Before I hand it over to Bradley, I want to thank our teams across Central Garden & Pet Company for their continued commitment and strong performance following a year of meaningful progress. The work we've done has positioned the company well, and as we move into the next phase, we're doing so from a position of strength, with a clear shift toward greater emphasis on growth and innovation while maintaining operational rigor. And with that, I'll hand it over to Bradley.
Bradley G. Smith: Thank you, Nicholas. Building on Nicholas's remarks, I will begin with our first quarter performance. Net sales were $617 million, a 6% year-over-year decline, with two primary factors that accounted for substantially all of the change. First, the timing of retailer spring inventory shipments in the Garden segment and, to a lesser extent, in the Pet segment. As discussed in last year's first and second quarter earnings calls, seasonal load-ins in fiscal 2025 were unusually concentrated in the first quarter. This year, a larger portion of those shipments shifted into the second quarter. Second, our continued portfolio optimization efforts continued to enhance margins and support sustainable, profitable growth.
These include rationalizing lower-margin categories such as pet durables and select live plants categories, as well as the recent closure of our UK operation and transitioning of our European business to a more profitable direct export model. In addition, first-quarter results reflected two factors we had previously discussed on our fourth-quarter call: the ongoing transition of two third-party product lines in our Garden Distribution business to a direct-to-retail model, which began last year and is expected to be completed this Q4, and a temporary shipment hold with a large pet customer, which began in Q4 and was resolved late in the first quarter.

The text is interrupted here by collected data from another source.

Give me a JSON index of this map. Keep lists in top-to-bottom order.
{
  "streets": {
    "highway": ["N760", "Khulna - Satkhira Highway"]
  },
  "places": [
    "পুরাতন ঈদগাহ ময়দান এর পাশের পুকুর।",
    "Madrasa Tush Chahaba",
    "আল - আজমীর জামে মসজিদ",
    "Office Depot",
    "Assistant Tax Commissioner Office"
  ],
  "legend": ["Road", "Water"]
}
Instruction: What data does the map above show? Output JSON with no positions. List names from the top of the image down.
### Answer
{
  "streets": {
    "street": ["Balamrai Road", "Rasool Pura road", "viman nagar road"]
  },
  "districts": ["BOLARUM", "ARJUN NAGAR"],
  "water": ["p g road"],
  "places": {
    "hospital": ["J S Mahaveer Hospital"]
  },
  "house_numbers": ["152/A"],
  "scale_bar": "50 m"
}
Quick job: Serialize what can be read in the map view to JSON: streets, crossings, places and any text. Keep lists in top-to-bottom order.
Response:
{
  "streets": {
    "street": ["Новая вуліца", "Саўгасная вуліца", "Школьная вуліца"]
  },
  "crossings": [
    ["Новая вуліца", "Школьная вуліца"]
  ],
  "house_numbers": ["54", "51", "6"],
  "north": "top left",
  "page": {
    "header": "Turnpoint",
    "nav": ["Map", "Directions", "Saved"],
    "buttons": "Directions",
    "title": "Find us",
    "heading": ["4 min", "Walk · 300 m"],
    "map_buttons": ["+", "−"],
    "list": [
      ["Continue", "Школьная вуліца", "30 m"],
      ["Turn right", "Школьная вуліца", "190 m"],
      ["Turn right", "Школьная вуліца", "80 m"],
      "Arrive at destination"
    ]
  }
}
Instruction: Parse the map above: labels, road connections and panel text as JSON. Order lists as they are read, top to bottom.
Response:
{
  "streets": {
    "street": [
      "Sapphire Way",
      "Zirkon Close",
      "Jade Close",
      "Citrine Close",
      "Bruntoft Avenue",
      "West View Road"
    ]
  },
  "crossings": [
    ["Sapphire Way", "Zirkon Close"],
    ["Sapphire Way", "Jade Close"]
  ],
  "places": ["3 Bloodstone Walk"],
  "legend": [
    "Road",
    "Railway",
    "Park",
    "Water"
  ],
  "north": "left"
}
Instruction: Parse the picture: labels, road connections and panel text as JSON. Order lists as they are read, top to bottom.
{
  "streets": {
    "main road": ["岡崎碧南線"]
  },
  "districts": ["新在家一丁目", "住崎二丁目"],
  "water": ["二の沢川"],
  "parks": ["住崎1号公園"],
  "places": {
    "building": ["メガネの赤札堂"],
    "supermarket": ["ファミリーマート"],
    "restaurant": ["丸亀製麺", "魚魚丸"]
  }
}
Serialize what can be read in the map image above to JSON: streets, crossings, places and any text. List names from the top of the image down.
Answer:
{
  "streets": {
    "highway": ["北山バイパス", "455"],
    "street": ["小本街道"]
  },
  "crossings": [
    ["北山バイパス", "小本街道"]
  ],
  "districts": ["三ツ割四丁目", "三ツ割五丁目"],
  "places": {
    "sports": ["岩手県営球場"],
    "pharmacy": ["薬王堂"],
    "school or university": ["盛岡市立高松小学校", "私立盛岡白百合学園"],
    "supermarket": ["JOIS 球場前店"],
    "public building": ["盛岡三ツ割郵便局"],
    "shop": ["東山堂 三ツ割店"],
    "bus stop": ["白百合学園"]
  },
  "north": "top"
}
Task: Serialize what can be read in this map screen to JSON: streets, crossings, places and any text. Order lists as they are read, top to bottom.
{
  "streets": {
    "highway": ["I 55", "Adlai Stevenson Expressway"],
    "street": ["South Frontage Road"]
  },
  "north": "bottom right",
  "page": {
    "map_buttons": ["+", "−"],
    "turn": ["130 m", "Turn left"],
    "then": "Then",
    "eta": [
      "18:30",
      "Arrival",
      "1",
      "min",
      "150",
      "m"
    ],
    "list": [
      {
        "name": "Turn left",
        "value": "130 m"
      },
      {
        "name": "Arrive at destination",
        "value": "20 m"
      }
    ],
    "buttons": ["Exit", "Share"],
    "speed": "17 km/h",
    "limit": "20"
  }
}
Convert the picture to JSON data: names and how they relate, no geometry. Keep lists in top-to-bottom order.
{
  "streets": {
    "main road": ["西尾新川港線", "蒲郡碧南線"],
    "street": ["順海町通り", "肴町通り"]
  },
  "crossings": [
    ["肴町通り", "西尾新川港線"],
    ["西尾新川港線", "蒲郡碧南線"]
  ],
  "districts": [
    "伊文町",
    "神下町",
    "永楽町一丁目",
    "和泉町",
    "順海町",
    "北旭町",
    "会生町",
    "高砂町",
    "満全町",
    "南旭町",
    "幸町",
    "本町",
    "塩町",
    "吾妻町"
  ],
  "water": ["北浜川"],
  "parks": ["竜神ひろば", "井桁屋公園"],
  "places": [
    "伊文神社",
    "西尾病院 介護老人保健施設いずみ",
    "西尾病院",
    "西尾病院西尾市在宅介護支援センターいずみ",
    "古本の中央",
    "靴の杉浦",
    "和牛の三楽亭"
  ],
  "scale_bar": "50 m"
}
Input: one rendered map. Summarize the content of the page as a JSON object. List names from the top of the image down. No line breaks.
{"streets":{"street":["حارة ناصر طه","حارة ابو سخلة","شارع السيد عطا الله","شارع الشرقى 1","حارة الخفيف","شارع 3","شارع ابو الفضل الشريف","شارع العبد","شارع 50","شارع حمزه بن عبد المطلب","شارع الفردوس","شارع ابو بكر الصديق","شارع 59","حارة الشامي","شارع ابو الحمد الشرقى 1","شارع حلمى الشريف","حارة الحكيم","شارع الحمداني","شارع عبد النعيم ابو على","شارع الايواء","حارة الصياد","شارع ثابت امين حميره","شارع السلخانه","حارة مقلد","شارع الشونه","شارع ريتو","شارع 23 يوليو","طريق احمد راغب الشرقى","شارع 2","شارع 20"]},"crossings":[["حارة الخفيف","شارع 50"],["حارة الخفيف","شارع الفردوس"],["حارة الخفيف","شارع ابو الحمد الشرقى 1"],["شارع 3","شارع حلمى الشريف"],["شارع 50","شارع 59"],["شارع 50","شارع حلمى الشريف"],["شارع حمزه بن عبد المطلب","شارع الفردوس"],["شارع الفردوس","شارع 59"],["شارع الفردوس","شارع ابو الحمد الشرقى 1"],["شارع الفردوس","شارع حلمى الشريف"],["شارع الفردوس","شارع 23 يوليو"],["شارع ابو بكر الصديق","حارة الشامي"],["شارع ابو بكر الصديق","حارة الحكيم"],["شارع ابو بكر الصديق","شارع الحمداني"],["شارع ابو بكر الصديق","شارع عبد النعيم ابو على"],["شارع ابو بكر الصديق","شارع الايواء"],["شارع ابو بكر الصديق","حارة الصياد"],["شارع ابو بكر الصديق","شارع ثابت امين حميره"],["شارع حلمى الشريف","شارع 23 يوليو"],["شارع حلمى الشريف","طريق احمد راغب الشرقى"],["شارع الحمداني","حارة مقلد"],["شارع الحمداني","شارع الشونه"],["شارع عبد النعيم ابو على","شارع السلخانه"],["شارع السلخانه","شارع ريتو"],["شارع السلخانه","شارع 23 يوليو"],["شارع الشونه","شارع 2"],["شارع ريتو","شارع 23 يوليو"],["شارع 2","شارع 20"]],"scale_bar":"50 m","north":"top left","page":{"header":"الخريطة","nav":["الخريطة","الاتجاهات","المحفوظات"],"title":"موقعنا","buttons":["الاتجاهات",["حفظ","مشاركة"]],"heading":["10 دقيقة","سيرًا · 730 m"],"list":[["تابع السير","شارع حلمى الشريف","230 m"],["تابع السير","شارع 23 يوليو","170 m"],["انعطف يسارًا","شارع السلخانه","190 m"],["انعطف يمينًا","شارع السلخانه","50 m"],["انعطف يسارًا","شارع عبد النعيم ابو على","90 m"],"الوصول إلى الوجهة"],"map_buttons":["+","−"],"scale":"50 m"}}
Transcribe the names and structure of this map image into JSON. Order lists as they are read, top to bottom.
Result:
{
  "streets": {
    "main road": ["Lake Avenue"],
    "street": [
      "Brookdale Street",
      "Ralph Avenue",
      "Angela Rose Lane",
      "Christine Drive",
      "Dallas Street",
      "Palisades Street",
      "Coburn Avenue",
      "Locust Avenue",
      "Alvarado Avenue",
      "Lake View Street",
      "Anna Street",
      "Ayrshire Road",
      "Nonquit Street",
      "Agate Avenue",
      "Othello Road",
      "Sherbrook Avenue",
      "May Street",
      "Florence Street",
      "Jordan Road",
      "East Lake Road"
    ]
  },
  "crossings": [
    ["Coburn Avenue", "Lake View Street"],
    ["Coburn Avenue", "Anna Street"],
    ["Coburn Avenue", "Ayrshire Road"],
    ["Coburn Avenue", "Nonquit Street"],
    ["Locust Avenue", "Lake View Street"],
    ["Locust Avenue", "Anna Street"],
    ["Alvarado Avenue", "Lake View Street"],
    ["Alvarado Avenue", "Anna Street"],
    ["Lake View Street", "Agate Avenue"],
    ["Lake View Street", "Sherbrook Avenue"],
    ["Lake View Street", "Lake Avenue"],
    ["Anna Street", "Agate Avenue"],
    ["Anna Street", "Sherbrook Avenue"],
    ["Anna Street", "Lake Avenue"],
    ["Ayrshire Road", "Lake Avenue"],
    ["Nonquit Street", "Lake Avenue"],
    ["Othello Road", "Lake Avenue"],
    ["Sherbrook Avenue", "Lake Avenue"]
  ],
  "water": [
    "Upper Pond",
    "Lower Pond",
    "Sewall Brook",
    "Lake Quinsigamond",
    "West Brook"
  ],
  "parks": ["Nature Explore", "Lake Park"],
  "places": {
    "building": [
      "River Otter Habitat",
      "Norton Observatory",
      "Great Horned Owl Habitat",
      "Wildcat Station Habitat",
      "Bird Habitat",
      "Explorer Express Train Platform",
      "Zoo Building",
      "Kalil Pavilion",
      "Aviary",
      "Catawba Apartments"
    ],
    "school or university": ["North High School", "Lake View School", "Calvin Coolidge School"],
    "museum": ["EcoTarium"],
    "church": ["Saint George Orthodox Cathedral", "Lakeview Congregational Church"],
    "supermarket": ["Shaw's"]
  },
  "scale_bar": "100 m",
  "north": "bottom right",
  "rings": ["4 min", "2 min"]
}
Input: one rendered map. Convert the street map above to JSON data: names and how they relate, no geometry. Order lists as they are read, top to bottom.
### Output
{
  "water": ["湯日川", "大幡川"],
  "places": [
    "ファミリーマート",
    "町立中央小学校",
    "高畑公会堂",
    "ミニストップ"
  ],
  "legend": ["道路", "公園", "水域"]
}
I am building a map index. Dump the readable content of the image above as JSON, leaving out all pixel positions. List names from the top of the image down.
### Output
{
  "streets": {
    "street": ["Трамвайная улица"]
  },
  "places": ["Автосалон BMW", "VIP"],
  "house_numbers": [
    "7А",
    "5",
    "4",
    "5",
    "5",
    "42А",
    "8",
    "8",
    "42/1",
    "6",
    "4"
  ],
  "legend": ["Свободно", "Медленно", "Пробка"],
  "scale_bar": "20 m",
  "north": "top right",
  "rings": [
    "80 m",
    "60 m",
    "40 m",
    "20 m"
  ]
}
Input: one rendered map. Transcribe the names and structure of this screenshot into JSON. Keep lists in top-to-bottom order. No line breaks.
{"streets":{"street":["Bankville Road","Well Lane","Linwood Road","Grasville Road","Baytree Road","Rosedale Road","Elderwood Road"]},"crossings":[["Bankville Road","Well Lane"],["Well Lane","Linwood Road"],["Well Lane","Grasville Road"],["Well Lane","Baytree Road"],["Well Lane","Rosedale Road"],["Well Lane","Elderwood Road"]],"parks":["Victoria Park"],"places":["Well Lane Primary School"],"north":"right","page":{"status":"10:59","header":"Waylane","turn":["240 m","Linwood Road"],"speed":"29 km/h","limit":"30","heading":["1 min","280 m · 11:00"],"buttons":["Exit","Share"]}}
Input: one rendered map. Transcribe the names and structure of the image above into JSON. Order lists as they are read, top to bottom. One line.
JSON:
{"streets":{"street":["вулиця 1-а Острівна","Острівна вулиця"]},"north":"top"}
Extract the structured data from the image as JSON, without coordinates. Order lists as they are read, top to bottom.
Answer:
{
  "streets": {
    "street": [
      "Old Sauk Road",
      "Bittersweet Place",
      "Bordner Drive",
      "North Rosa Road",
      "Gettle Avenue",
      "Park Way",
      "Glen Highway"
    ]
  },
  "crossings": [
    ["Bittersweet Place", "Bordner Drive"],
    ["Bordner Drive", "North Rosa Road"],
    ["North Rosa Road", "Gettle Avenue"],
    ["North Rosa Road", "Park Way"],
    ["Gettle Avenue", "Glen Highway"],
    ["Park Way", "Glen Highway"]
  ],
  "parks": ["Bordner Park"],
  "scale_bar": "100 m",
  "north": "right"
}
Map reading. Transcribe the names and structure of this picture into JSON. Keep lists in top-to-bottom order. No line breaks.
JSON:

Importantly, these two factors were balanced by solid growth across several key businesses, including rawhide, wild bird, and animal health, underscoring the resilience of our consumables portfolio and progress against our strategic priorities. On a non-GAAP basis, gross profit was $190 million compared with $196 million, while non-GAAP gross margin expanded 100 basis points to 30.8%, driven by productivity gains and improved mix. Non-GAAP SG&A expense was $166 million, down 1% versus the prior year. As a percentage of sales, non-GAAP SG&A was 26.8%, compared with 25.5%. Non-GAAP operating income was $24 million compared with $28 million, and non-GAAP operating margin was 3.9% with 4.3%.
Non-GAAP adjustments related to our cost and simplicity agenda totaled $7 million in the first quarter. The majority of these costs were within the Garden segment and largely reflected facility consolidation activities. Below the line, net interest expense of $8 million was consistent with the prior year. Other income was $200,000 compared with an expense of $2 million. Non-GAAP net income totaled $13 million compared with $14 million in the prior year. We delivered GAAP diluted earnings per share of $0.11 and non-GAAP diluted earnings per share of $0.21, consistent with the prior year and above our expectations for the quarter. Adjusted EBITDA for the quarter was $50 million compared to $55 million.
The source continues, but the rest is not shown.